Collected data entries

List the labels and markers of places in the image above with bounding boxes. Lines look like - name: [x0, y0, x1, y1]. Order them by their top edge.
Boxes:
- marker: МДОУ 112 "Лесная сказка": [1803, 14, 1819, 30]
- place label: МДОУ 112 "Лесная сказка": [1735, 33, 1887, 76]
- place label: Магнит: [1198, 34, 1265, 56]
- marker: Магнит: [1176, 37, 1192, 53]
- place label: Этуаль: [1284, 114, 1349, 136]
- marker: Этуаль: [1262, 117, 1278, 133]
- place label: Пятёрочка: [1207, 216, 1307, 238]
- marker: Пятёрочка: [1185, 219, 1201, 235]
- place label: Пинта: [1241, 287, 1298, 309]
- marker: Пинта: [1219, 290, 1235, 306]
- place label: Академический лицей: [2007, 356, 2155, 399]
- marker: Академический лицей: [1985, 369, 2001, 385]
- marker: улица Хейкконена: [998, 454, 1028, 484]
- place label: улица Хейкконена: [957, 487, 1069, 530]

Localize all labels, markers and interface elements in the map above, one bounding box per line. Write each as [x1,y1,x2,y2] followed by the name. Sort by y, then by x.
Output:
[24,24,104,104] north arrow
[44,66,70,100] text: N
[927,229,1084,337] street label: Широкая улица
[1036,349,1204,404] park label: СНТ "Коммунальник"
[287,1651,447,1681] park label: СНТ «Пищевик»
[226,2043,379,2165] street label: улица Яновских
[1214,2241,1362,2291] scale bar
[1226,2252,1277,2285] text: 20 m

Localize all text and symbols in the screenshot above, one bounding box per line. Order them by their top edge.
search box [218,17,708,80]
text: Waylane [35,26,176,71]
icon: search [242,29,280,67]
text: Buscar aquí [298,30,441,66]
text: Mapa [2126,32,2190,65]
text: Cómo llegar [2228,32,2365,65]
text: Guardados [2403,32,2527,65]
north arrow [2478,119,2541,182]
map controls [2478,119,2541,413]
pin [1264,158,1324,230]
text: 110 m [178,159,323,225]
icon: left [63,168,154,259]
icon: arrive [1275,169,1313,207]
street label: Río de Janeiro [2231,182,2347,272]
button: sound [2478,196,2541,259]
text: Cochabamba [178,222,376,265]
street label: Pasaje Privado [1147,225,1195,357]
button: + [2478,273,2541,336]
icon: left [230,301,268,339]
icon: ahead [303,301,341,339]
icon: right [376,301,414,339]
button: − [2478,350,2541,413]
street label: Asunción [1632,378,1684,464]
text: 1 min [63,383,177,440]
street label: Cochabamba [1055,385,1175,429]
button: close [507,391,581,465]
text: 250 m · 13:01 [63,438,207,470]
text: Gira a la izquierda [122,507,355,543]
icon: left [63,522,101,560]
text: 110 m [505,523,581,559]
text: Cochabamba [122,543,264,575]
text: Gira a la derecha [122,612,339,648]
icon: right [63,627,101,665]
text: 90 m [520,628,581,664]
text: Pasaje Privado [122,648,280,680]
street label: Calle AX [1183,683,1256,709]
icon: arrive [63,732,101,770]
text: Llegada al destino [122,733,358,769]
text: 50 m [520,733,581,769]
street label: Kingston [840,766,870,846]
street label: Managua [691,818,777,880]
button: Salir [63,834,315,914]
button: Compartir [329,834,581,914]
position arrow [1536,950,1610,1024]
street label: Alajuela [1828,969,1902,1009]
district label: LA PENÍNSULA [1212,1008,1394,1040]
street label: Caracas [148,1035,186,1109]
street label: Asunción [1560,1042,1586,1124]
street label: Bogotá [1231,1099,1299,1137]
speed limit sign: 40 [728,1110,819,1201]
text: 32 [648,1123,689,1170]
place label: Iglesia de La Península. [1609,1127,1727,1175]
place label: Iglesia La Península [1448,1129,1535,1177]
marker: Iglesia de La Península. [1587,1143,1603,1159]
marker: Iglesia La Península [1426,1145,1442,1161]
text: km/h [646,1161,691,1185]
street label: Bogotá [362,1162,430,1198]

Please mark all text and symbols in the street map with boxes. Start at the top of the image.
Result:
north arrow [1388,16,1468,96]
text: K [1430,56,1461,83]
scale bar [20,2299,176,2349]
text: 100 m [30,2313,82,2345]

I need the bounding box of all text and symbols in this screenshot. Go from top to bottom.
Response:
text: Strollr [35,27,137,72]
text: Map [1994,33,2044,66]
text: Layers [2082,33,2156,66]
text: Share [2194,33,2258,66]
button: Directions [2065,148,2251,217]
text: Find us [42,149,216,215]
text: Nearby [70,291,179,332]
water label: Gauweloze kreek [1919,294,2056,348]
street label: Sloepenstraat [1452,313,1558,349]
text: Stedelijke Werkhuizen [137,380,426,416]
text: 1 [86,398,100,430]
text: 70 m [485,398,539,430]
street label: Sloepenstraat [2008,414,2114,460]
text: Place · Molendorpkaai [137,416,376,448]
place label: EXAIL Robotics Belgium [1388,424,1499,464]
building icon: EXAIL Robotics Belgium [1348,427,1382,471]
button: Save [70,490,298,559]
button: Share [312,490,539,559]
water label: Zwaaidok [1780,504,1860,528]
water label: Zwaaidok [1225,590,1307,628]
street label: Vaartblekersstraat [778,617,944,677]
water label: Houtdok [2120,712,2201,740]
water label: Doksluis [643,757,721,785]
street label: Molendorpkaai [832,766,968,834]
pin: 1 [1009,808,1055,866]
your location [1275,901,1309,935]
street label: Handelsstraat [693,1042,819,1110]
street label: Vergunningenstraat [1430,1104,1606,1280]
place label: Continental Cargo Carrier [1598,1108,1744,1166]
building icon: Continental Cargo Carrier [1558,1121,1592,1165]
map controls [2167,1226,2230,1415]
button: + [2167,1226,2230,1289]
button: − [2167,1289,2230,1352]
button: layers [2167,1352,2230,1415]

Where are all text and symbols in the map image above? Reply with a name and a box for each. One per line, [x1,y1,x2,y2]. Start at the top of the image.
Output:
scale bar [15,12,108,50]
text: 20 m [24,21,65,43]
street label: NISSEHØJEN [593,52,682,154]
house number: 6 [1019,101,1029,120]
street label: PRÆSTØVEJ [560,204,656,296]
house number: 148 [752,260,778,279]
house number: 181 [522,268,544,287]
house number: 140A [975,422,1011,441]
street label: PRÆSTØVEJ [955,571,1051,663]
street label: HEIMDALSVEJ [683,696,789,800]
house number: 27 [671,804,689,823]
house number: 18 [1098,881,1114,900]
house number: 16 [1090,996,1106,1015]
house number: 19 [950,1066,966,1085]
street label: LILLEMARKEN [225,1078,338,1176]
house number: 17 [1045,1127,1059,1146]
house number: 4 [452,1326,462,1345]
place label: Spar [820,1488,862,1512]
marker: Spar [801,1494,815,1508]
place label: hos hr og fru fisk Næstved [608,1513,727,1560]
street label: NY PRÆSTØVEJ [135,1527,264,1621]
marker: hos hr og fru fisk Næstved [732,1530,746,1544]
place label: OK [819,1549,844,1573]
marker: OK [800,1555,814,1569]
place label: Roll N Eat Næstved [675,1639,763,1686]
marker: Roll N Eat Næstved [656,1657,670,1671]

-- AIM OF THE TASK --
Gather up every line in the data above that contains the word "edge", copying each one.

-- SOLUTION FOR THIS PROBLEM --
List the labels and markers of places in the image above with bounding boxes. Lines look like - name: [x0, y0, x1, y1]. Order them by their top edge.
Localize all text and symbols in the screenshot above, one bounding box per line. Order them by their top edge.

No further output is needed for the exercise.